• [REQUIRED WORK]
Check every line of the entries for "setLineDash", and copy the lines that hold it.

Stored items:
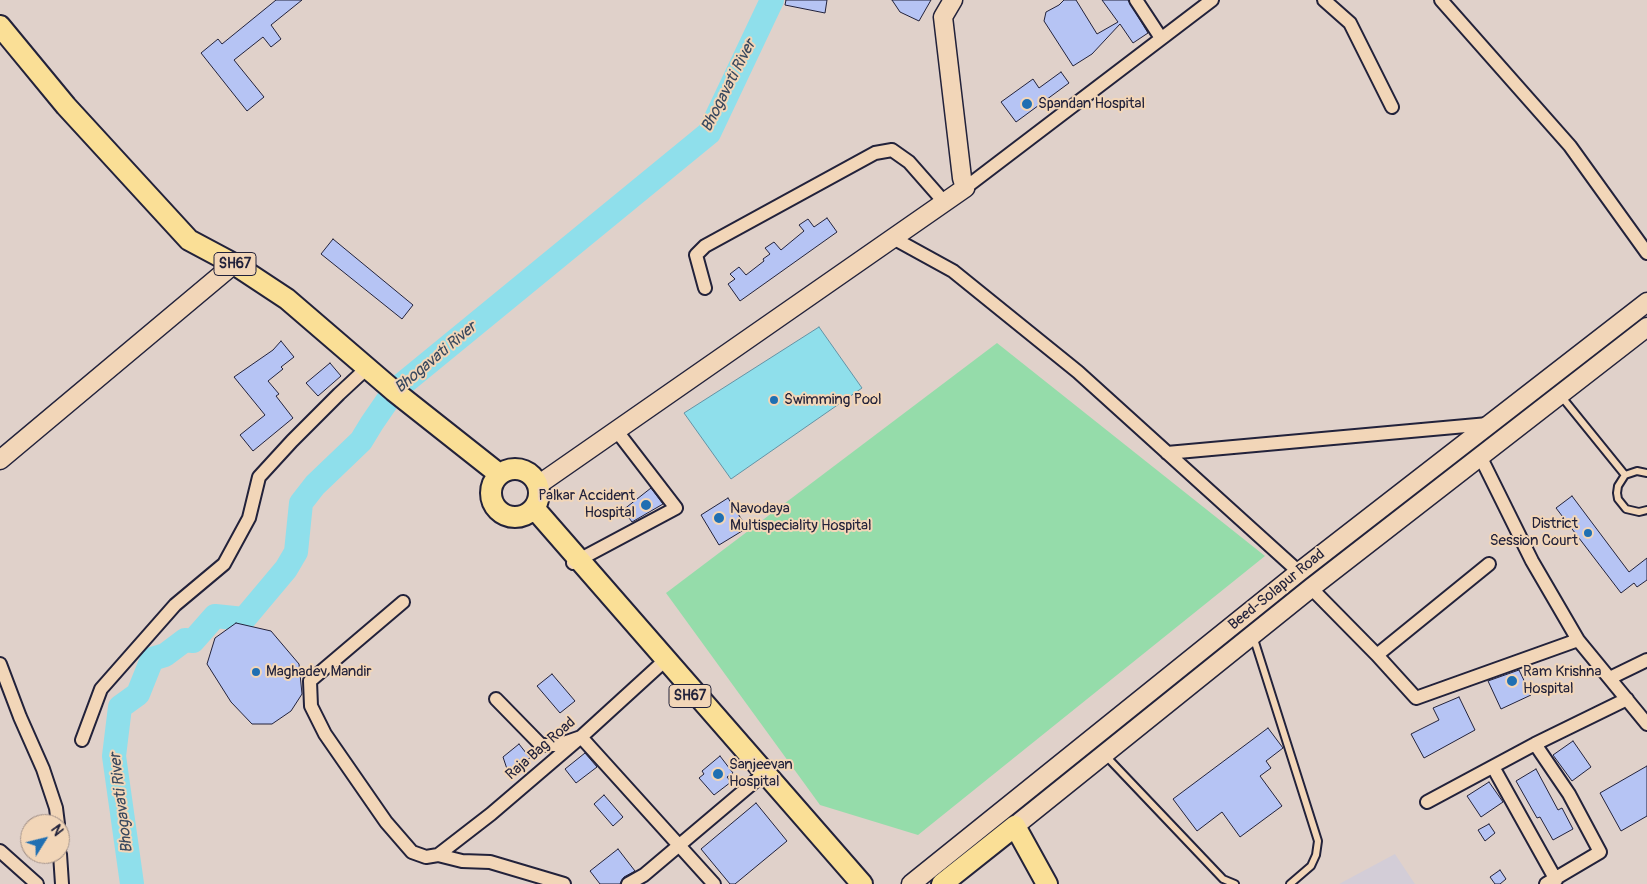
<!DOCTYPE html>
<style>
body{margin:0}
#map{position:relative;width:1647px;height:884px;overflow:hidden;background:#e0d1ca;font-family:Pangolin,sans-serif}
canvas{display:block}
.north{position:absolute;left:20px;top:814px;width:50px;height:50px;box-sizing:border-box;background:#f2d6b8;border:1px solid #9f8e86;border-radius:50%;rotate:54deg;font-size:14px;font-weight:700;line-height:20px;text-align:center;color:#22223b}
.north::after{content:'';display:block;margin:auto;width:18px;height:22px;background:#1f6fb2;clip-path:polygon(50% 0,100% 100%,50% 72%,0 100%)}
</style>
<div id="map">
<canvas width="1647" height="884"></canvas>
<div class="north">N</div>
</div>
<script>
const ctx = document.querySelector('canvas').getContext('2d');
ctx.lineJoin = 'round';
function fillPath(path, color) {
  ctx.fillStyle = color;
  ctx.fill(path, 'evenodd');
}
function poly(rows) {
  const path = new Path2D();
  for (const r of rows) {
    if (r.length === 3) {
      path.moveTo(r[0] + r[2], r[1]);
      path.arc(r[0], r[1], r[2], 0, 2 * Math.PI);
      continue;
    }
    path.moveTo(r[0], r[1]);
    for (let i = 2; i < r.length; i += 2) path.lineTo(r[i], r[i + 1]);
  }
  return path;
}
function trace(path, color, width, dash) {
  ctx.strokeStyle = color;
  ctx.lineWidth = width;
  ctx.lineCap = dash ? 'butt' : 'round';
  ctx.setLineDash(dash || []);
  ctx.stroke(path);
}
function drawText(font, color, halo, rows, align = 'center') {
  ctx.font = font + ' Pangolin,sans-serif';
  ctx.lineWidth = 4;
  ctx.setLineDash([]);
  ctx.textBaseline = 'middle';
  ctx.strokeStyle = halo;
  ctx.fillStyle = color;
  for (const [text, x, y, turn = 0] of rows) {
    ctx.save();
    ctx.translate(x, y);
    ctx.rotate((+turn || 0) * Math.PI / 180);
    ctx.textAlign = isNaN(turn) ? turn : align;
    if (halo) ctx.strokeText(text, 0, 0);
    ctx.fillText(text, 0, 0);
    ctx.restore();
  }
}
fillPath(poly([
 [1395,854,1415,884,1339,884]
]), '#d3cdd7');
fillPath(poly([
 [997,343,1265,556,918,835,820,805,666,593]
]), '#95dcaa');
const water = poly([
 [819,327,862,388,731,479,684,413,819,327]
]);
fillPath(water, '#8fdfeb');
trace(water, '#6393a5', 1);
trace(poly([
 [132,884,114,756,120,707,138,694,152,659,165,655,185,640,193,641,215,616,244,619,286,569,296,552,301,503,315,485,361,441,372,423,394,391,709,133,772,0]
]), '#8fdfeb', 24);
const building = poly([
 [276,0,302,0,271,25,281,39,271,47,263,37,234,60,264,97,247,111,201,53,218,39,222,44,276,0],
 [786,0,827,0,825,13,785,5,786,0],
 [892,0,931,0,919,21,900,12,892,0],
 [1064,0,1076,0,1097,34,1118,22,1102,0,1128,0,1148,33,1133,43,1120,24,1092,54,1073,66,1044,21,1046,12,1059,5,1064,0],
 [1061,72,1069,83,1016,122,1001,102,1033,79,1039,88,1061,72],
 [827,218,837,232,740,301,728,284,735,279,730,274,739,267,746,275,764,261,763,259,770,254,765,248,774,242,781,250,804,231,799,225,808,219,814,227,827,218],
 [333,239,413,305,402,319,321,254,333,239],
 [281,341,294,357,281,367,283,369,268,381,279,394,276,396,293,418,253,451,240,435,265,415,234,377,273,350,281,341],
 [330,363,341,376,318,396,306,383,330,363],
 [651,488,663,504,632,522,623,510,651,488],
 [1572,496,1629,572,1647,558,1647,580,1637,587,1634,583,1621,593,1556,508,1572,496],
 [728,498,747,528,719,545,701,515,728,498],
 [236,623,271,631,299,664,302,694,291,711,272,724,252,724,231,702,207,664,215,638,236,623],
 [1519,670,1531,695,1501,709,1488,681,1519,670],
 [552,674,575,701,560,713,537,686,552,674],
 [1459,697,1475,730,1424,758,1411,734,1439,720,1433,708,1459,697],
 [1268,728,1283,748,1266,761,1271,768,1260,776,1282,806,1240,837,1222,812,1197,831,1173,799,1268,728],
 [1573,741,1591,767,1572,781,1553,755,1573,741],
 [519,744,530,758,508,772,503,757,519,744],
 [585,753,597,767,576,783,565,769,585,753],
 [720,756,733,773,727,777,731,782,714,795,699,778,704,774,702,771,720,756],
 [1647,766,1647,816,1621,831,1600,793,1647,766],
 [1536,769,1558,810,1562,808,1573,829,1553,840,1540,817,1537,818,1516,781,1536,769],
 [1489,782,1503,802,1481,817,1467,796,1489,782],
 [604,795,623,817,613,826,594,804,604,795],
 [756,803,787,841,735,884,730,884,701,849,756,803],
 [1489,824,1495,833,1485,841,1478,830,1489,824],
 [618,849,635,871,624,877,620,884,600,884,590,871,618,849],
 [1500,870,1506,879,1500,884,1495,884,1490,877,1500,870]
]);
fillPath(building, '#b6c4f4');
trace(building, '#22223b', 1);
const lane = poly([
 [1561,396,1625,475],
 [1647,473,1637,471,1625,475,1618,486,1617,493,1618,499,1626,509,1639,512,1647,510],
 [1253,636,1318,841,1316,855,1311,866,1290,884],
 [1105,755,1223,879,1235,884]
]);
const street = poly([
 [1136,0,1161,38],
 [1324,0,1350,23,1392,107],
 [1441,0,1570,146,1647,253],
 [965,188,1212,0],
 [893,238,953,271,1078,372,1299,572],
 [705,288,696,255,705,246,875,153,892,150,909,162,938,195],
 [1167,453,1488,424],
 [1480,456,1532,561,1578,640,1647,724],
 [573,563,676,508,616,430],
 [1311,588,1377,655,1416,698,1578,640],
 [403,602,310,681,311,706,325,734,386,822,412,852,426,857,438,855,462,861,490,862,564,884],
 [1377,655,1489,564],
 [0,664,20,717,43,769,56,808,58,824],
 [1610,678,1647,660],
 [496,699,541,745,558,745,581,737,714,884],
 [82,740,101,689,175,605,224,564,249,518,259,477,292,441,339,394,367,368],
 [1535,744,1569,794,1600,852,1546,884],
 [1493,767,1556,880],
 [1427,802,1535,744,1627,699],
 [0,851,37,884],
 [60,854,62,884],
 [438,855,491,814,581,737,661,664],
 [628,884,644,875,760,777]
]);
const secondary = poly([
 [0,460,234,264],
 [538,485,965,188,962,178,943,17,953,0],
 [1015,826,1311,588,1647,327],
 [911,884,1299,572,1647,302]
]);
const primary = poly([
 [0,26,66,106,189,240,234,264,287,299,394,391,499,474],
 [515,493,24],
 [534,508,862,884],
 [942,884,1015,826,1047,884]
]);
trace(lane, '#22223b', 10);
trace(street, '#22223b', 16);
trace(secondary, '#22223b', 21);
trace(primary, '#22223b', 24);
trace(lane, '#f2d6b8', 6);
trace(street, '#f2d6b8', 12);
trace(secondary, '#f2d6b8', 18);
trace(primary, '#fadf96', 20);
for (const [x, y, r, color] of [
 [1027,104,6,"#1f6fb2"],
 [774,400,5,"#1f6fb2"],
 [646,505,6,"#1f6fb2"],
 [719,518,6,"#1f6fb2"],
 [1588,533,5,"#1f6fb2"],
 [256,672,5,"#1f6fb2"],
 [1512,681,6,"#1f6fb2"],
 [718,774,6,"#1f6fb2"]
]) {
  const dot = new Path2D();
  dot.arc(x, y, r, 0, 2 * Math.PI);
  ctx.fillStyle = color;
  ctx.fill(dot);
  trace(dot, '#f2d6b8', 2);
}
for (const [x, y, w] of [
 [235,264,42],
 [690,696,42]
]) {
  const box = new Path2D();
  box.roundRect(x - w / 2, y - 11.5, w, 23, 4);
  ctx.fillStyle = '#f2d6b8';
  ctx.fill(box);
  trace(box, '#22223b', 1);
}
drawText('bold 14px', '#22223b', null, [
 ["SH67",235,264],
 ["SH67",690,696]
]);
drawText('15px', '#22223b', '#f2d6b8', [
 ["Spandan Hospital",1038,104],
 ["Swimming Pool",784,400],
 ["Palkar Accident",635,496,"right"],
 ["Hospital",635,513,"right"],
 ["Navodaya",730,509],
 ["Multispeciality Hospital",730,526],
 ["District",1578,524,"right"],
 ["Session Court",1578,541,"right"],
 ["Maghadev Mandir",266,672],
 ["Ram Krishna",1523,672],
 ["Hospital",1523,689],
 ["Sanjeevan",729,765],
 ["Hospital",729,782]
], 'left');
drawText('15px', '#22223b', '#f2d6b8', [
 ["Beed-Solapur Road",1277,590,-39],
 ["Raja Bag Road",541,749,-41]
]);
drawText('italic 16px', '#38485e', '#f2d6b8', [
 ["Bhogavati River",729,86,-63],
 ["Bhogavati River",436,358,-40],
 ["Bhogavati River",122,803,-97]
]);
</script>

• [SOLUTION FOR THIS EXERCISE]
  ctx.setLineDash(dash || []);
  ctx.setLineDash([]);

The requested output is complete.